- _EXERCISE DIRECTIONS_
From the entries that follow, extract each line holding the string "list".

- _RECORDS PROVIDED_
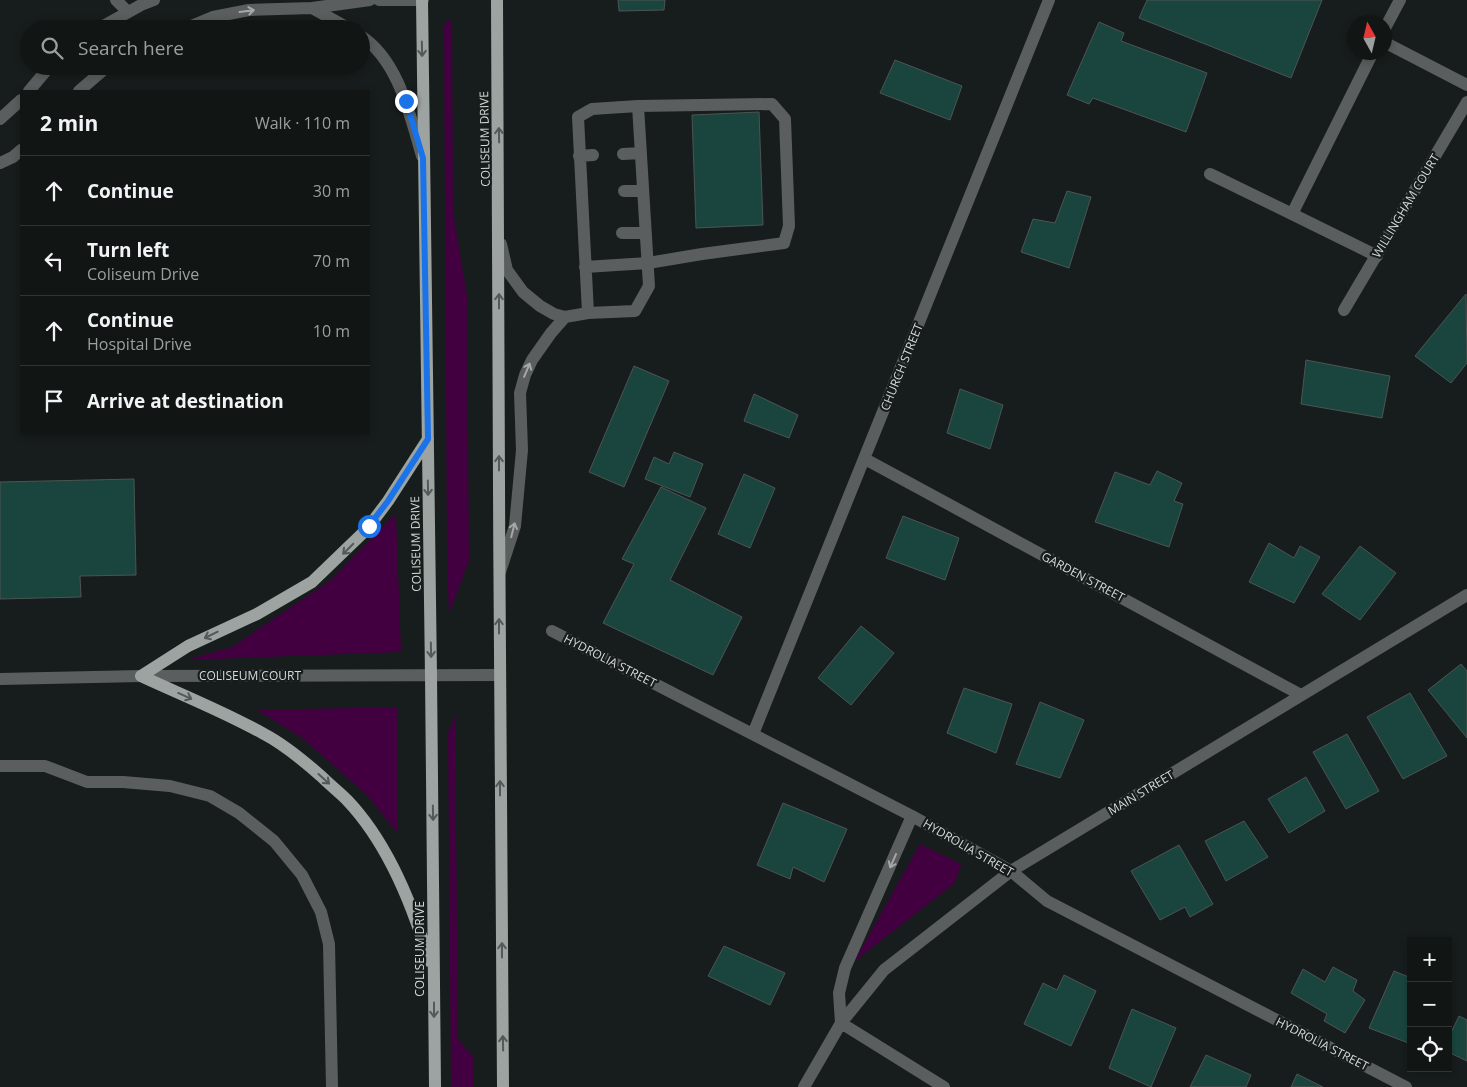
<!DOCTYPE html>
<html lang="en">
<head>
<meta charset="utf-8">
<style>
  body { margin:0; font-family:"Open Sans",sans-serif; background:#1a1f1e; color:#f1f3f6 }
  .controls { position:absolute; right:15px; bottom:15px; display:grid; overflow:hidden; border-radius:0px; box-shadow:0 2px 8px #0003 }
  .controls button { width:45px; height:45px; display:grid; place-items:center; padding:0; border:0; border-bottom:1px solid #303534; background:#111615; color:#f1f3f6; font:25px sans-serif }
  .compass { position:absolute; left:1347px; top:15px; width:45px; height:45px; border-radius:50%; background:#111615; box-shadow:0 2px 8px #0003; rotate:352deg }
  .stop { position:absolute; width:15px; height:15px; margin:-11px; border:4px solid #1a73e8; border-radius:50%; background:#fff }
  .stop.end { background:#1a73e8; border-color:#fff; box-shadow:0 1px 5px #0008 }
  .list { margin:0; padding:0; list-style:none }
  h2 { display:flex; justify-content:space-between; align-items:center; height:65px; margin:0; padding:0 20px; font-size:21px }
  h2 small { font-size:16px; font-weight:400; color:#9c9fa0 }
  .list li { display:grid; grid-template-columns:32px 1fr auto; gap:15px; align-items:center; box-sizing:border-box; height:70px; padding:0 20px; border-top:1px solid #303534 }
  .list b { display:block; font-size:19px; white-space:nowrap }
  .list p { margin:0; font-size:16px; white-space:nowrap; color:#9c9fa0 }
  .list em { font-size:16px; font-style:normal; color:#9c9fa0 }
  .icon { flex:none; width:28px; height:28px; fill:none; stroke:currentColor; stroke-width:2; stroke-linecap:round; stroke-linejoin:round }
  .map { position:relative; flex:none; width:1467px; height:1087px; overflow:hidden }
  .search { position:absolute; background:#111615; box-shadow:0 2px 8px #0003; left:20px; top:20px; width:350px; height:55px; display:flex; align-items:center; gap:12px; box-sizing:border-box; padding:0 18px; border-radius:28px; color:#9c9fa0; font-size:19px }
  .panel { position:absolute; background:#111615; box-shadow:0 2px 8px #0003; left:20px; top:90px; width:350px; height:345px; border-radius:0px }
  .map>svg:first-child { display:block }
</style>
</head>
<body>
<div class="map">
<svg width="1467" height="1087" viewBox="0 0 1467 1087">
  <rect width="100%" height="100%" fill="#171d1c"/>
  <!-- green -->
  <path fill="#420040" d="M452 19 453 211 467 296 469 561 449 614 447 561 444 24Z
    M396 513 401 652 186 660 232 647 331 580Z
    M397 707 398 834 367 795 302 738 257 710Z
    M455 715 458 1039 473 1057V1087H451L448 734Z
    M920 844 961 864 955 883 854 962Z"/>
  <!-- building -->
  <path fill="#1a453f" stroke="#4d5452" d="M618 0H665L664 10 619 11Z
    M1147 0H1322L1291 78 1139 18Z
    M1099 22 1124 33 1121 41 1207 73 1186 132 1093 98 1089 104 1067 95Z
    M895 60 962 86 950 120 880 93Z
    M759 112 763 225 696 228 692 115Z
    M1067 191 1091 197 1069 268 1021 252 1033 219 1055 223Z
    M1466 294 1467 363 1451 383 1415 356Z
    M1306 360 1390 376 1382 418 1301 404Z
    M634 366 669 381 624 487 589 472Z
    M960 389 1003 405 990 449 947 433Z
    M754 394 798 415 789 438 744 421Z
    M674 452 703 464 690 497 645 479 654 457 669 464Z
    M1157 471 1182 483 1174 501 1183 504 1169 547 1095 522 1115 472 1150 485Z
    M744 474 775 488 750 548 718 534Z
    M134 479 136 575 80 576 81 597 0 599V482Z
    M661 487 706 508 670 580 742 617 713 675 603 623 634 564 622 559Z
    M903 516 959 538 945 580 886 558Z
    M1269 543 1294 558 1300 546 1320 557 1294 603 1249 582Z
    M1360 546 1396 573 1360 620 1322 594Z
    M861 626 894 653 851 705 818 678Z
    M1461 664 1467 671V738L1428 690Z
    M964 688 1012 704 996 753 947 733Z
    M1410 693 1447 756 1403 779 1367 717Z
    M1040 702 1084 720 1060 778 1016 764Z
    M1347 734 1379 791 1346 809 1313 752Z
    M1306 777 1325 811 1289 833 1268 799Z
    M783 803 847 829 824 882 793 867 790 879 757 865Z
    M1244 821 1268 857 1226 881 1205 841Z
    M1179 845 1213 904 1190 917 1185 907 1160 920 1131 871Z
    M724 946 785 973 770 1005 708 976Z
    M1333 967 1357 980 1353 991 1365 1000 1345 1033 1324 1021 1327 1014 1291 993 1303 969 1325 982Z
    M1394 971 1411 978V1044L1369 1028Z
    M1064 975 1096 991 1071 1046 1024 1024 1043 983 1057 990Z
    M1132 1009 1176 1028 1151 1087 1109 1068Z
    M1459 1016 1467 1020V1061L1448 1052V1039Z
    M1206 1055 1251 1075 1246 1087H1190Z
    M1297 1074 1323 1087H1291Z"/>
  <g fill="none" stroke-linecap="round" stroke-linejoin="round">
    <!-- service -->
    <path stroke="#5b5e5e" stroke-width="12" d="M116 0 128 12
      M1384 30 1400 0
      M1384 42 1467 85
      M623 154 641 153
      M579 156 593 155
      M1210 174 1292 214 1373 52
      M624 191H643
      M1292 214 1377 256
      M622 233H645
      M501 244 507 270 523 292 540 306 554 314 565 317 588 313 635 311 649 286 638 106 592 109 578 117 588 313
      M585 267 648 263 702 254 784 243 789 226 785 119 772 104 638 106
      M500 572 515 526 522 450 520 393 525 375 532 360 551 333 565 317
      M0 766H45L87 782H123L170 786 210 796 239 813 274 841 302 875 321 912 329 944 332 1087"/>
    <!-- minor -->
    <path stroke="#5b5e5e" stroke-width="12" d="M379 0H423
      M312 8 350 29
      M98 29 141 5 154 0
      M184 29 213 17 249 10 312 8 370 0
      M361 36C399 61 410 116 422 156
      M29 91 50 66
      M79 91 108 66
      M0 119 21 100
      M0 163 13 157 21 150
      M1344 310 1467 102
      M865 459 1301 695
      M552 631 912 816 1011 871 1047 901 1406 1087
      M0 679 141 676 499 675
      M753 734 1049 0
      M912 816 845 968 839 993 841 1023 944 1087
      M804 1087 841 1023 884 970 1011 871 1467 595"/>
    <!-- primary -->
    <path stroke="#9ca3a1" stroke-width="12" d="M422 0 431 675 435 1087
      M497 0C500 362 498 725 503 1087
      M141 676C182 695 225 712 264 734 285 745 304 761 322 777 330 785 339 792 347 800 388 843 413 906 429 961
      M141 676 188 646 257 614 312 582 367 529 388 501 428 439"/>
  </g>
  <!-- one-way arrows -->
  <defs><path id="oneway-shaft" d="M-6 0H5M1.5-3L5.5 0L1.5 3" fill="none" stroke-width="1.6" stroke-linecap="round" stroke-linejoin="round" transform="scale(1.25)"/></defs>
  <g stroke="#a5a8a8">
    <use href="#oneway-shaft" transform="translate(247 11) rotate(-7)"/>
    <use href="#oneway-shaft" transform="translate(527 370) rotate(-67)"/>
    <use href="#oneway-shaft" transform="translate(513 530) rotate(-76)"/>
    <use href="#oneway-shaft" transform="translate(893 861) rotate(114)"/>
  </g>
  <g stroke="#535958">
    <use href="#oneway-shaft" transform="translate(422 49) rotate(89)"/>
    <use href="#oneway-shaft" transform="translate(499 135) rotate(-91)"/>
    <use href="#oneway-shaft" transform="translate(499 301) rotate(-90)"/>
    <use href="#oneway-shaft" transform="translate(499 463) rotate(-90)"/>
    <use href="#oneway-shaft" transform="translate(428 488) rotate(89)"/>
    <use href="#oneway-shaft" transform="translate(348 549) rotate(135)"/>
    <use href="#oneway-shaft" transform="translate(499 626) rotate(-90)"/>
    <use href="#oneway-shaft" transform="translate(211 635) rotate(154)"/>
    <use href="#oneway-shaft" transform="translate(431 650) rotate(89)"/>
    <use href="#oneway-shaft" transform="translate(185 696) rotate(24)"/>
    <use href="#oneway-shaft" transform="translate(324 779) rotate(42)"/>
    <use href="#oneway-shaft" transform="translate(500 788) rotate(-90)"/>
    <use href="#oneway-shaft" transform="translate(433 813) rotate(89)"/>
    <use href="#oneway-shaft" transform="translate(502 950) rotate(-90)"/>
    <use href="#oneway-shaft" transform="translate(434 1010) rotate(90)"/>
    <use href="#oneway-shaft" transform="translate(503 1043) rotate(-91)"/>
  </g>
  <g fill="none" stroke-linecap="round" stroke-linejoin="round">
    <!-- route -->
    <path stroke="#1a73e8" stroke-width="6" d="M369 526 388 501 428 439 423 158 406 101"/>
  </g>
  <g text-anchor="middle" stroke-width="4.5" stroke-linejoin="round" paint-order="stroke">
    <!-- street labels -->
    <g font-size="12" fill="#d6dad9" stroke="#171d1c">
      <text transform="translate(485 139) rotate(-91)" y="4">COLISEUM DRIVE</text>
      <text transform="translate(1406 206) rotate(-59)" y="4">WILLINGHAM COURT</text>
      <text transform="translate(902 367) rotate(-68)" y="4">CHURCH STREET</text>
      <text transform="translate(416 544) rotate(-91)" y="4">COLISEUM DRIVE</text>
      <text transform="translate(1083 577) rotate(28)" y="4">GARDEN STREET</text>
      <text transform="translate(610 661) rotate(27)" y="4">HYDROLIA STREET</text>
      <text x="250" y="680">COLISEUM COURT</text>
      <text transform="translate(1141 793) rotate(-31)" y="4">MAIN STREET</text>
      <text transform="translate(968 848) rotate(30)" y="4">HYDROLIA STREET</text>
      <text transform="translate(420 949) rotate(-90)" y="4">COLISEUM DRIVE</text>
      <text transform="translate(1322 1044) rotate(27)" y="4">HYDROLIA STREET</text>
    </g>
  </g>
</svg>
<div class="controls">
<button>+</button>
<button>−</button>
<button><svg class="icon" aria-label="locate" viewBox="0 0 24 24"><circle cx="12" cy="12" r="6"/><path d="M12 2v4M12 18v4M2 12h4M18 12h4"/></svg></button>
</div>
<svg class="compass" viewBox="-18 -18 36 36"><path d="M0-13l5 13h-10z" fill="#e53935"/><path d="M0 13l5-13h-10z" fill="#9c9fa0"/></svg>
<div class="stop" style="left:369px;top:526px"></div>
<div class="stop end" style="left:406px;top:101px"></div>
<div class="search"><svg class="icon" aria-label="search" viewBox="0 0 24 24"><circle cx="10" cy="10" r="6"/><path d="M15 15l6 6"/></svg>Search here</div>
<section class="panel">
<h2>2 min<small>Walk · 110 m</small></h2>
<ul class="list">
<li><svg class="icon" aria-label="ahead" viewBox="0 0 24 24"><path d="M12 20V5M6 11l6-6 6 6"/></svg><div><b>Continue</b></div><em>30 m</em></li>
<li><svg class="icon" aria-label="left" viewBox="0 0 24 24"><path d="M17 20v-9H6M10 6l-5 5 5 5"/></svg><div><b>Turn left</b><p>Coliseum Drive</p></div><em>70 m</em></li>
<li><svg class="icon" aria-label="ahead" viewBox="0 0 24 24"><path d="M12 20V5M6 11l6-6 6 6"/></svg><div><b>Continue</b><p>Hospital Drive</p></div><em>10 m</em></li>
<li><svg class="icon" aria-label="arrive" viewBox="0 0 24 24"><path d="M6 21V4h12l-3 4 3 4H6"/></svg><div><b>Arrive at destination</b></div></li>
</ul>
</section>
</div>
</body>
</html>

- _ANSWER TO THE EXERCISE_
  .list { margin:0; padding:0; list-style:none }
  .list li { display:grid; grid-template-columns:32px 1fr auto; gap:15px; align-items:center; box-sizing:border-box; height:70px; padding:0 20px; border-top:1px solid #303534 }
  .list b { display:block; font-size:19px; white-space:nowrap }
  .list p { margin:0; font-size:16px; white-space:nowrap; color:#9c9fa0 }
  .list em { font-size:16px; font-style:normal; color:#9c9fa0 }
<ul class="list">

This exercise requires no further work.